*** Opening DATASET RECORDS ***

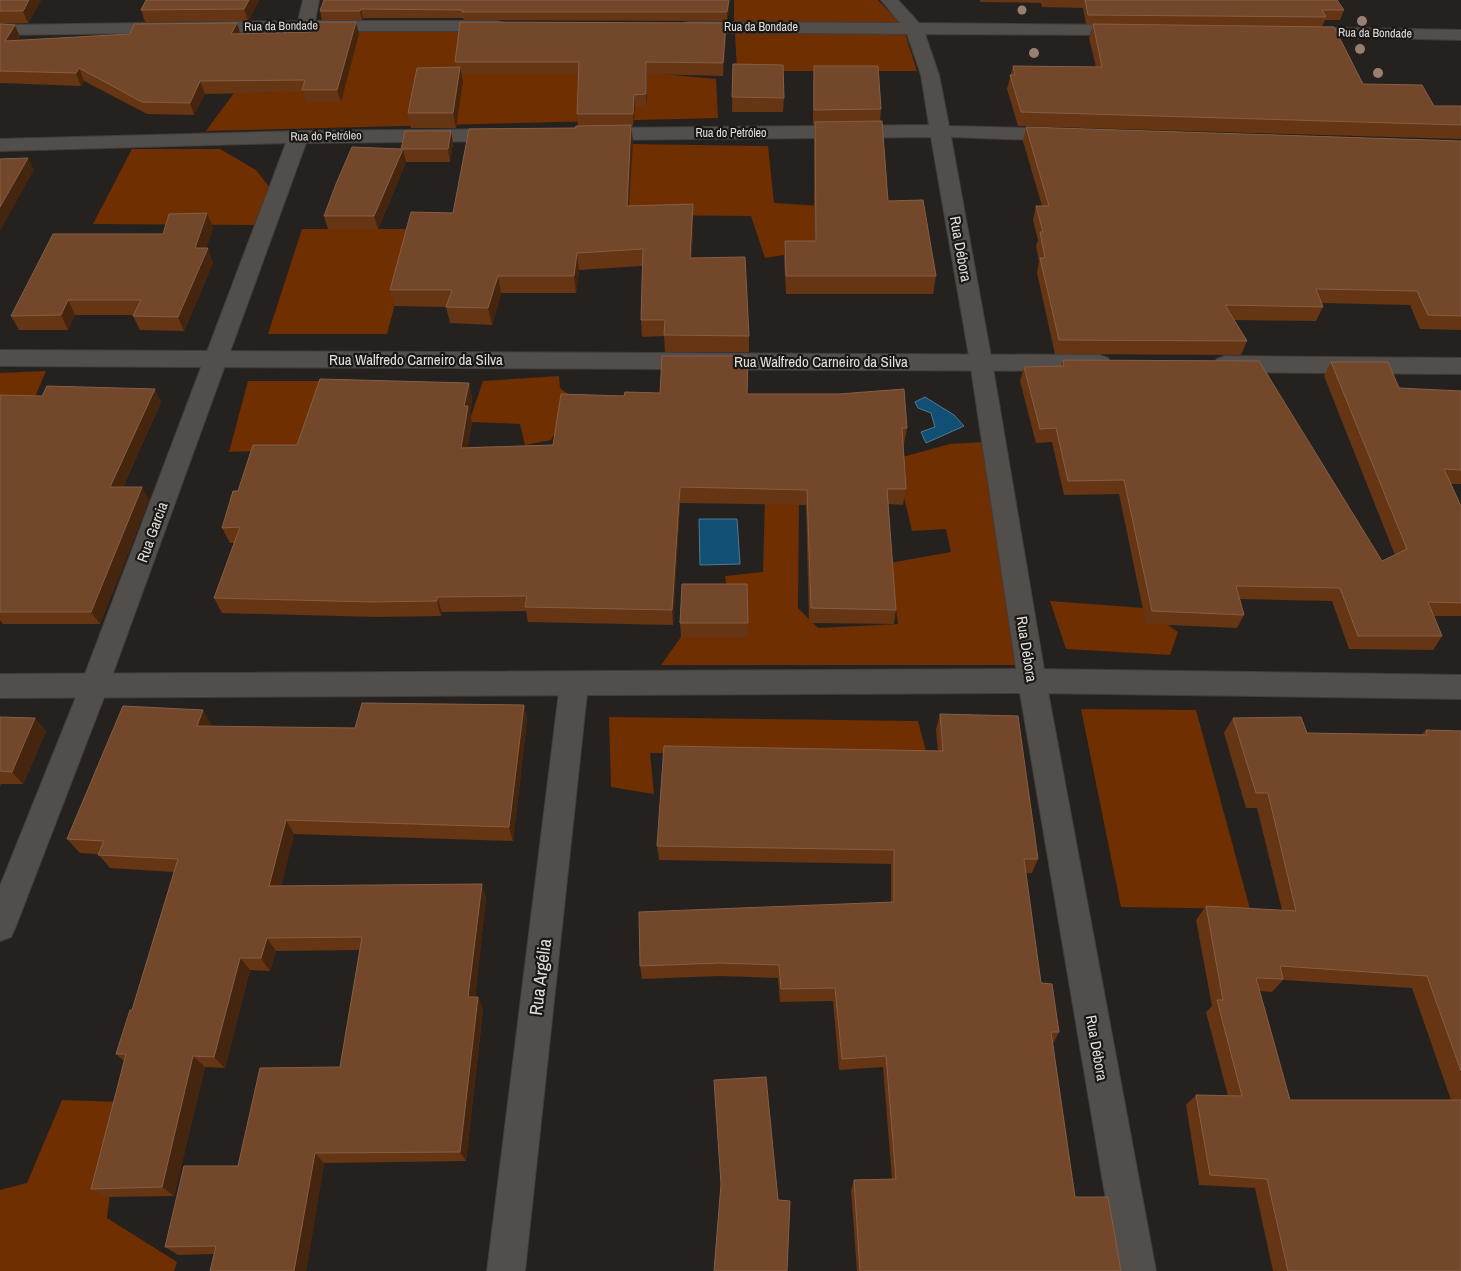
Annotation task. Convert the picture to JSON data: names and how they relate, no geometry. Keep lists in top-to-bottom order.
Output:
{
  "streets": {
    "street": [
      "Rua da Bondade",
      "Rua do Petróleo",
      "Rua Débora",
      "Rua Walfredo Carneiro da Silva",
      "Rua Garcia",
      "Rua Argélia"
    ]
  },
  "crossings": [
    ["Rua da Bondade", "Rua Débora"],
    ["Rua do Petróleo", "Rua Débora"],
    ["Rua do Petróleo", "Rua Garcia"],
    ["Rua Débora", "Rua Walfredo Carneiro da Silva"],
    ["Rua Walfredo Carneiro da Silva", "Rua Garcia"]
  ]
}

*** Closing DATASET RECORDS ***
*** Opening DATASET RECORDS ***

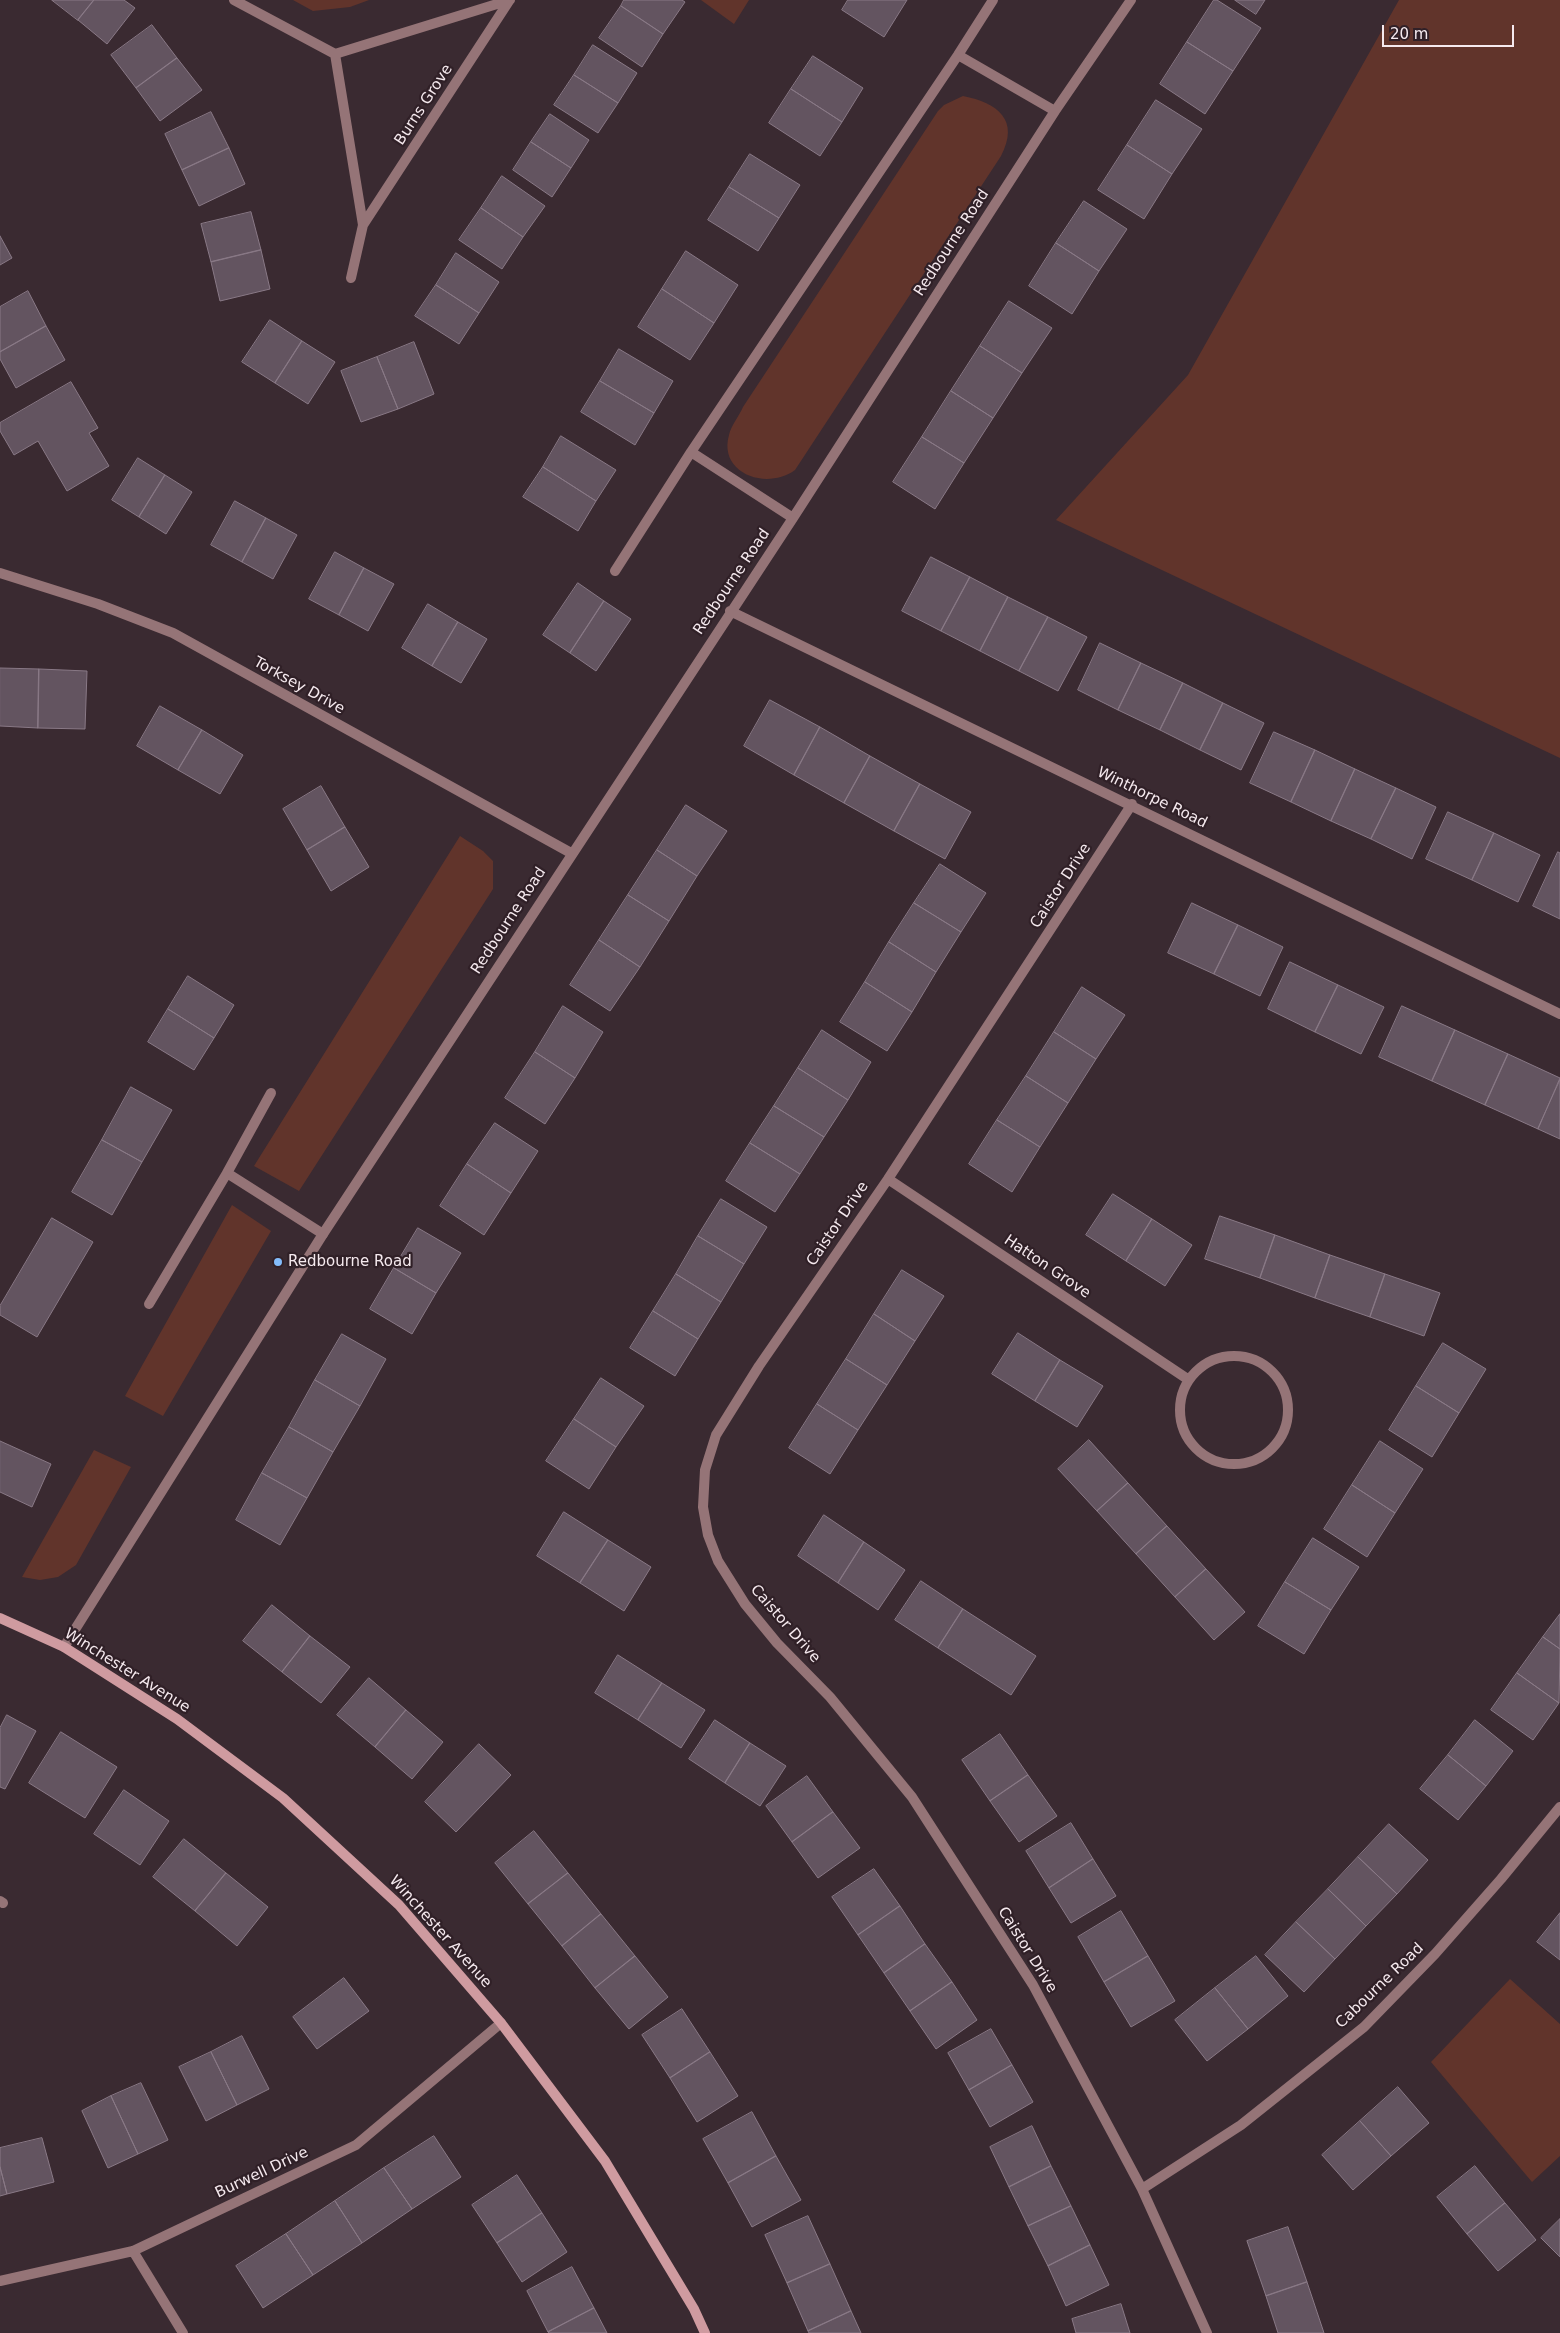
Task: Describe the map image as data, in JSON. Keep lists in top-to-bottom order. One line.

*** Closing DATASET RECORDS ***
*** Opening DATASET RECORDS ***

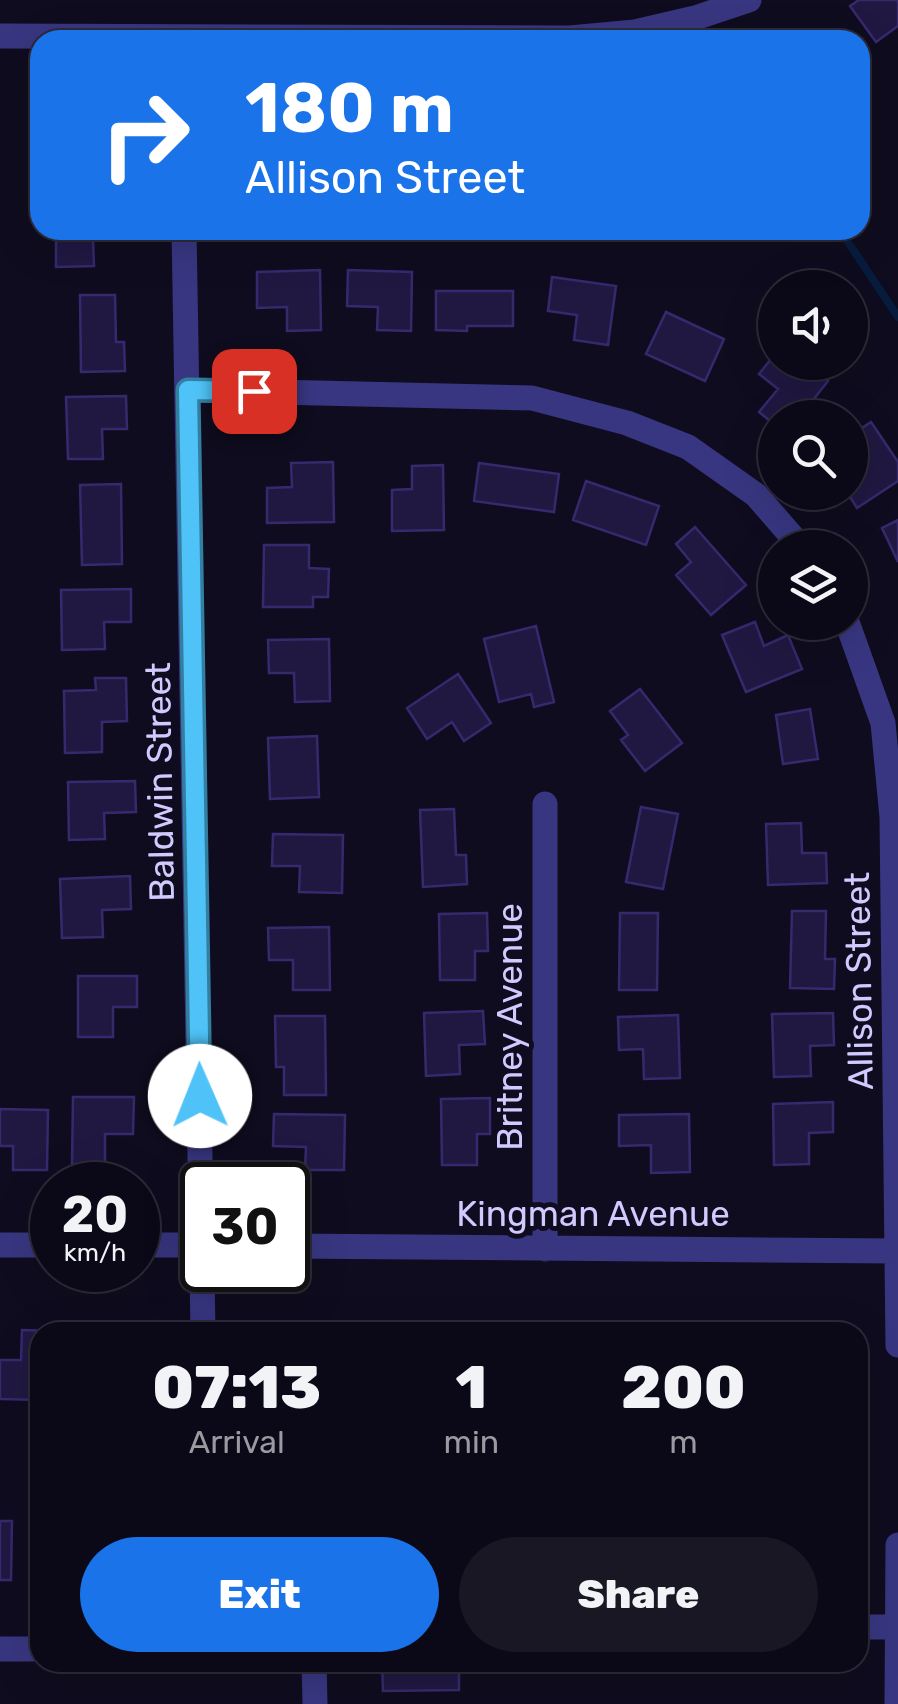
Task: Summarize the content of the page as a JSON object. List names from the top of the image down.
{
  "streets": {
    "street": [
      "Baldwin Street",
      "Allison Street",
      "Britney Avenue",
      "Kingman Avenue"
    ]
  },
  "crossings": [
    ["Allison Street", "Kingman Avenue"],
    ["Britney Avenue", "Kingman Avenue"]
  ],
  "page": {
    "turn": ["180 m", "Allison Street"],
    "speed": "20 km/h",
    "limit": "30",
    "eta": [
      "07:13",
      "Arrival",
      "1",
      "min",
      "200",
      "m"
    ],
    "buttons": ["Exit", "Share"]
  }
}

*** Closing DATASET RECORDS ***

→ THE TASK: The lines of the records that contain the string "order" should be located and copied.

→ SOLUTION TO THIS PROBLEM:
Annotation task. Convert the picture to JSON data: names and how they relate, no geometry. Keep lists in top-to-bottom order.
Task: Describe the map image as data, in JSON. Keep lists in top-to-bottom order. One line.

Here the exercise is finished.